The symposium is organized by program committees drawn from academics at institutions such as Cornell University, University of Washington, Columbia University, Brown University, and University of Toronto, and industry researchers from Apple Inc., Intel Corporation, Google, Microsoft, and IBM. Keynote and invited talks have been delivered by leaders affiliated with National Science Foundation, European Research Council, DARPA, and by awardees of the Turing Award such as Leslie Lamport and John H. Conway (as examples of distinguished speakers). Local arrangements have been coordinated with host universities like University of Illinois, University of Michigan, and University of Edinburgh, while sponsorship frequently comes from vendors including NVIDIA, Red Hat, Oracle Corporation, and ARM Holdings.

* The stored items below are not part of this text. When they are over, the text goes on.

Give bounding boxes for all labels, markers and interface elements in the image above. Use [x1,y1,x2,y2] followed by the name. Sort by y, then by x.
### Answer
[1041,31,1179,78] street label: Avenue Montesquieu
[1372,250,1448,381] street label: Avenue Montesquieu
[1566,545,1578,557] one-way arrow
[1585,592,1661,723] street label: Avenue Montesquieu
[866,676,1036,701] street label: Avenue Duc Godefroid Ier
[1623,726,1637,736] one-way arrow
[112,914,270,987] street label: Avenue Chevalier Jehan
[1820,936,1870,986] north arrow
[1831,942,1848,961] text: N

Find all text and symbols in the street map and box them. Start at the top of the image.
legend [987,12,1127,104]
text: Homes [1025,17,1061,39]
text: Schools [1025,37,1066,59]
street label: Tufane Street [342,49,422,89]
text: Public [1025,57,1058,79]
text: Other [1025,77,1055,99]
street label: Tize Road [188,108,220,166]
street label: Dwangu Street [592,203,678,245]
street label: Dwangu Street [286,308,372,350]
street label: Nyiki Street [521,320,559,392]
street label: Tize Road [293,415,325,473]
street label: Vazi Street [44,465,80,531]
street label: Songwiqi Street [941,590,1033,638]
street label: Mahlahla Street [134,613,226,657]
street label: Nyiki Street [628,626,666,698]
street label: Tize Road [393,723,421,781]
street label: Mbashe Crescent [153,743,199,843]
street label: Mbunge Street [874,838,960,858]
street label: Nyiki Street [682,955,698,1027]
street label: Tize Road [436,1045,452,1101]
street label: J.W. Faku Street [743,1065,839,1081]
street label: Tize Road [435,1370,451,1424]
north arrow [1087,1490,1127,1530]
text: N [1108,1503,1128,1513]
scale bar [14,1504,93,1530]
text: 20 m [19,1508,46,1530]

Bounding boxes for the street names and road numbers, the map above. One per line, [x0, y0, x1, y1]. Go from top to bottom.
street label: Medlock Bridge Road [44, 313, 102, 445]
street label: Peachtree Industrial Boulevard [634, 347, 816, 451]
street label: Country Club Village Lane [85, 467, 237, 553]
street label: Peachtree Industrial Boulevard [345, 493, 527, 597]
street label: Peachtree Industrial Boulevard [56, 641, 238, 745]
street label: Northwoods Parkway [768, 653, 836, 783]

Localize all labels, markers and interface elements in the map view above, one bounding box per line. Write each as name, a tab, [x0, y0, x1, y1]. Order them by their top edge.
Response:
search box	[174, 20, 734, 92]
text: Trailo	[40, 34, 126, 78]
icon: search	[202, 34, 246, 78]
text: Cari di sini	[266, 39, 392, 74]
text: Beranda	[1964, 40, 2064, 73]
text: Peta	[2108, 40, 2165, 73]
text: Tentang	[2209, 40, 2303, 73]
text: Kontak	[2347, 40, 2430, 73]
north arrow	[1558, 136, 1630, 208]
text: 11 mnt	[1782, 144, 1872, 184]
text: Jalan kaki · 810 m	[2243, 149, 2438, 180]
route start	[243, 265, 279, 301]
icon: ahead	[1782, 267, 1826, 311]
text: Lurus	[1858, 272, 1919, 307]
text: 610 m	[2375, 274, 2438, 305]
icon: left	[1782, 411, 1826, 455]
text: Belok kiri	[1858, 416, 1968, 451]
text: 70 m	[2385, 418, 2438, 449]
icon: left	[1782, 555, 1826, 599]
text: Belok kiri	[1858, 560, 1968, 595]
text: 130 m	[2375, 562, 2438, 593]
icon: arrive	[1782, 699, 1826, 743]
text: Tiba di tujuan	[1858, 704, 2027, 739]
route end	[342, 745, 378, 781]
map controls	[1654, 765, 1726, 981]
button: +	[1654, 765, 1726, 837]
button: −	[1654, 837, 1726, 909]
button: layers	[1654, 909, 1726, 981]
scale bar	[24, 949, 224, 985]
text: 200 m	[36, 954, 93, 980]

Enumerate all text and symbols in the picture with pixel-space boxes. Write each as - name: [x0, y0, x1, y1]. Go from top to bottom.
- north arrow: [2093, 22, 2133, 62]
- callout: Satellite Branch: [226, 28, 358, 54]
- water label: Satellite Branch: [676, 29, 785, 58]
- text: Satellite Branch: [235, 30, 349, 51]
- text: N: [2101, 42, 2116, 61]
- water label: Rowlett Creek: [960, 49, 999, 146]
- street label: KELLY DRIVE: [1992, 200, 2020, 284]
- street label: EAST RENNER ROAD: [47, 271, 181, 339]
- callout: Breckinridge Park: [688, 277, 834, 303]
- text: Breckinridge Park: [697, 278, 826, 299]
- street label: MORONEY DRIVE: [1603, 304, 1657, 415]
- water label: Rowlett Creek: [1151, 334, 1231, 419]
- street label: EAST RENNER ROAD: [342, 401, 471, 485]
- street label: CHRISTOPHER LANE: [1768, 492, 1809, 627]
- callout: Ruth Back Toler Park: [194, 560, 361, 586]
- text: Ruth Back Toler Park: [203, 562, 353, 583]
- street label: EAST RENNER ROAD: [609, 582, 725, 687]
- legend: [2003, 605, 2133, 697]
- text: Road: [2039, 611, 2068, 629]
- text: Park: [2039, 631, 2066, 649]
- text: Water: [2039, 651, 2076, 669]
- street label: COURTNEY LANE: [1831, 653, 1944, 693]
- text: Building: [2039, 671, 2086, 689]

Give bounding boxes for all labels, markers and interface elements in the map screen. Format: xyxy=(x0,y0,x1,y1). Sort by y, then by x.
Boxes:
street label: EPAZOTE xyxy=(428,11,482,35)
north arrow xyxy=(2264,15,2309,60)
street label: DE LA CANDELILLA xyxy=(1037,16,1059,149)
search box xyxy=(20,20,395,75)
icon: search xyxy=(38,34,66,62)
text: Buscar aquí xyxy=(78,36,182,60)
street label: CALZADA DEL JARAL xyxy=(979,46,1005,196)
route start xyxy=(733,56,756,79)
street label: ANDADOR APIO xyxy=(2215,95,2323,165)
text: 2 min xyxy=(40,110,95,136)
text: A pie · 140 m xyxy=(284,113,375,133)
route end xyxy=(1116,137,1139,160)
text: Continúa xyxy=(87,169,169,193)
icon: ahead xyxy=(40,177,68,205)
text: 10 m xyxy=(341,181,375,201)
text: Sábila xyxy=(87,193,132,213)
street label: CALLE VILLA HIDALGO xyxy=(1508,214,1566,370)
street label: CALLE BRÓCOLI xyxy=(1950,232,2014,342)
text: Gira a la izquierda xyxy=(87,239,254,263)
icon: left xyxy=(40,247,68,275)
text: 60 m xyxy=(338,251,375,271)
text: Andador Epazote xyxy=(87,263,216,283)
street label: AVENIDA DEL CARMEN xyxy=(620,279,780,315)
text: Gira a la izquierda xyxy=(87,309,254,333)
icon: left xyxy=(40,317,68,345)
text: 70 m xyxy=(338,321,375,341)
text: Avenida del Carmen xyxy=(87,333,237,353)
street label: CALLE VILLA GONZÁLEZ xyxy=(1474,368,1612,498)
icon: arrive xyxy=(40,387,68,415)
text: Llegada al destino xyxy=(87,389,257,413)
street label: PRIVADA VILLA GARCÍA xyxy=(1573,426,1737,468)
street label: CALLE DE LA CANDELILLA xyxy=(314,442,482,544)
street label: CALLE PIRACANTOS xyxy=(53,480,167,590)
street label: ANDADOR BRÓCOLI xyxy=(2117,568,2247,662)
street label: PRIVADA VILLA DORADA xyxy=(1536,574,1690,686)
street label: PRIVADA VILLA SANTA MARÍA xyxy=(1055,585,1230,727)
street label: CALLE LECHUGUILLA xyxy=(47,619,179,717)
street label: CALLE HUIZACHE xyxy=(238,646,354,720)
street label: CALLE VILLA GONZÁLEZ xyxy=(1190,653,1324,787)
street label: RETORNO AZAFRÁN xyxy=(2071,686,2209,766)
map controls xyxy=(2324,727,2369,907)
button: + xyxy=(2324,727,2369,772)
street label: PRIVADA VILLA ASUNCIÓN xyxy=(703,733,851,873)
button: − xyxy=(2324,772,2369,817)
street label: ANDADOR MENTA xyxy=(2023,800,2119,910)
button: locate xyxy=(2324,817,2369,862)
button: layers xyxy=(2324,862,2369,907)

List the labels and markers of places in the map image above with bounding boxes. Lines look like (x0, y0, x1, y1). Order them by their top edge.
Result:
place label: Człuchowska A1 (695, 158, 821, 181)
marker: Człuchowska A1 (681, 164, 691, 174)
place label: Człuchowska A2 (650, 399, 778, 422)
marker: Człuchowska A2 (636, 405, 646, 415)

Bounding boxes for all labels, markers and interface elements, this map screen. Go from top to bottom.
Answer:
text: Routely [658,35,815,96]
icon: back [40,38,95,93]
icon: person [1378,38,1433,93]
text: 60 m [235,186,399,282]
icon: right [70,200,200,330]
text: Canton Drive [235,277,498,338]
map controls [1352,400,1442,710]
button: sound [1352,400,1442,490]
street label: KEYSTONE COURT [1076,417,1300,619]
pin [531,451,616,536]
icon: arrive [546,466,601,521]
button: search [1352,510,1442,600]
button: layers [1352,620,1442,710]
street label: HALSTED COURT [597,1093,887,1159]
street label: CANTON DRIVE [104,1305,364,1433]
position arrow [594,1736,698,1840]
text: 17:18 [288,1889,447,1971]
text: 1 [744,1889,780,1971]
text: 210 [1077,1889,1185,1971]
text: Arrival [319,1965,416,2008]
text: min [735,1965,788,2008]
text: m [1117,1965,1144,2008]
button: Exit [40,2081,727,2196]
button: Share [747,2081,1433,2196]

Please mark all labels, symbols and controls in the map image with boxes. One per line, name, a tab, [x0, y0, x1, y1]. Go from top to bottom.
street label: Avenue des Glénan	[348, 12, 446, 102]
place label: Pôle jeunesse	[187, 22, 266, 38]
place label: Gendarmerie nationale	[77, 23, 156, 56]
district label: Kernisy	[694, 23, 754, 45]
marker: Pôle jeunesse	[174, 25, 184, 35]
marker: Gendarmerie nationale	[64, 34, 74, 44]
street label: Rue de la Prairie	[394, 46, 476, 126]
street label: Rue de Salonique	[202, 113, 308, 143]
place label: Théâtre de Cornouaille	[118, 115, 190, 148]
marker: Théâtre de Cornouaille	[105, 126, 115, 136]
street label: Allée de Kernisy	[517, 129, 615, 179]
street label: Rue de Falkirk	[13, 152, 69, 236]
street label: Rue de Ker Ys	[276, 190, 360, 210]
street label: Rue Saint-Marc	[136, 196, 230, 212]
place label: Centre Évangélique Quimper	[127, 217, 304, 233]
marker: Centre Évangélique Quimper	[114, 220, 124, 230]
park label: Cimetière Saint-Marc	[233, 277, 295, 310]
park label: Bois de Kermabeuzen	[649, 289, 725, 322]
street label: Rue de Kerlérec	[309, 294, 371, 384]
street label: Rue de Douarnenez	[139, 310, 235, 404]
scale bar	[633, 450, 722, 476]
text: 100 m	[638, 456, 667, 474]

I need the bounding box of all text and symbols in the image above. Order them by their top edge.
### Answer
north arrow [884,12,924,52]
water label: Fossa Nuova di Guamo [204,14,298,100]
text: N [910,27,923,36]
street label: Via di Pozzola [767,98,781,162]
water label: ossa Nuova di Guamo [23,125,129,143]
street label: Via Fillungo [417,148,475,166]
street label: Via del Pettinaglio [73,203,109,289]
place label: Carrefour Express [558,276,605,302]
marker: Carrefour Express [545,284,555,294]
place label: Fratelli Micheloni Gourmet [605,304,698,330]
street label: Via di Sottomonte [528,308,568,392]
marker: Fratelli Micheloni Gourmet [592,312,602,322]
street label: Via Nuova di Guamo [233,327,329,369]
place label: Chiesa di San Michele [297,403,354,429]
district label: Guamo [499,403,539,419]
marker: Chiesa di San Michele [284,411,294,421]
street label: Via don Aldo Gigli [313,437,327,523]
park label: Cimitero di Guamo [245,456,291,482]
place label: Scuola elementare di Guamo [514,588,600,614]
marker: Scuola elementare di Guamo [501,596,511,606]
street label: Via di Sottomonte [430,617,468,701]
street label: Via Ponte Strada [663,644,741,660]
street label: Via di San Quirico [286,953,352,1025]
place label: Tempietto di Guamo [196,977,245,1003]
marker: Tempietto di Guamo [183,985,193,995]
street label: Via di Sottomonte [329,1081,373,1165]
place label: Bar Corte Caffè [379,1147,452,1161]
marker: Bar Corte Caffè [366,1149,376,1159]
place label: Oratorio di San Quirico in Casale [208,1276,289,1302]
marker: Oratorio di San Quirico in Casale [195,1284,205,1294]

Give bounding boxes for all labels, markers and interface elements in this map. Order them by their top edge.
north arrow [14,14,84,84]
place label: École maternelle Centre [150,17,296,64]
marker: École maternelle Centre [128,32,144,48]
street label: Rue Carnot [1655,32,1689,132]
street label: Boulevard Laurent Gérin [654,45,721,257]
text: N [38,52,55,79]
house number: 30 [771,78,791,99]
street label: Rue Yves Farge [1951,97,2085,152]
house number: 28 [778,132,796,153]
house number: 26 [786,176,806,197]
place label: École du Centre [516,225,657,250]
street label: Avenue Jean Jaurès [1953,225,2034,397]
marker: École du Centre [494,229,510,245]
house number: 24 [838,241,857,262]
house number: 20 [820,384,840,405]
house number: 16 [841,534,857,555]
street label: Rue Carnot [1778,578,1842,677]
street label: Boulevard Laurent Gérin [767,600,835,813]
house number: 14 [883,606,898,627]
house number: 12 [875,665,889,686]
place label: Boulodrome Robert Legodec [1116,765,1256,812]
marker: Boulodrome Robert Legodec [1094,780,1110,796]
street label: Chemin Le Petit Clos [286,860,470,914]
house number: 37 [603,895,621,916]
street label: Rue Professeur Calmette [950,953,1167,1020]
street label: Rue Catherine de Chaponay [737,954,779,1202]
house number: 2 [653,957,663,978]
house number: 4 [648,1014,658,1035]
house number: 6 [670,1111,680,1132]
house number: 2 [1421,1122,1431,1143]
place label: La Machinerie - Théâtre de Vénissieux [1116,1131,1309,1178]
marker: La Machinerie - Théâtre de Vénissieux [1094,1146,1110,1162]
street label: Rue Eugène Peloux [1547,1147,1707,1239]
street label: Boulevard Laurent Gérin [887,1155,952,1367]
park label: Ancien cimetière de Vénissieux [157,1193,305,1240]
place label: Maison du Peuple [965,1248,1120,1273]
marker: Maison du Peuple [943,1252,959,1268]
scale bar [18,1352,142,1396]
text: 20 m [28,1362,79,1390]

Papers presented at the symposium have introduced systems such as early UNIX-related implementations, influential file system architectures from Sun Microsystems and Bell Labs alumni, virtualization and hypervisor designs that informed products by VMware and Xen Project, and distributed consensus techniques that built on work by researchers linked to Cornell University and Microsoft Research. Landmark contributions include experimental evaluations of scheduler designs from Carnegie Mellon University, novel memory management schemes from MIT, and scalable storage systems developed by teams at Berkeley and Yahoo! Research. SOSP papers have been cited alongside influential works from SIGOPS Experimental Systems Workshop, OSDI, and seminal texts authored by Andrew S. Tanenbaum and Abraham Silberschatz.
The symposium recognizes outstanding contributions through best paper awards and lifetime achievement recognitions often highlighted alongside honors from the ACM and the Institute of Electrical and Electronics Engineers. Recipients frequently include researchers from Stanford University, Carnegie Mellon University, UC Berkeley, MIT, and Princeton University, and award announcements are sometimes coordinated with accolades like the ACM Fellows program and other distinctions such as the IEEE Fellows designation. Several SOSP contributors have later received the Turing Award and similar international honors.
Over its history the symposium has influenced curricula at Massachusetts Institute of Technology and University of California, Berkeley, shaped industrial development at corporations such as IBM, Microsoft, and Google, and informed public sector projects supported by DARPA and the National Science Foundation. SOSP proceedings have been used as reference points in doctoral work at Carnegie Mellon University, University of Washington, and University of Cambridge, and have steered subsequent research presented at venues including USENIX, SIGCOMM, PLDI, and VLDB. The conference continues to serve as a nexus connecting academic labs, industrial research groups, and funding agencies such as the European Commission.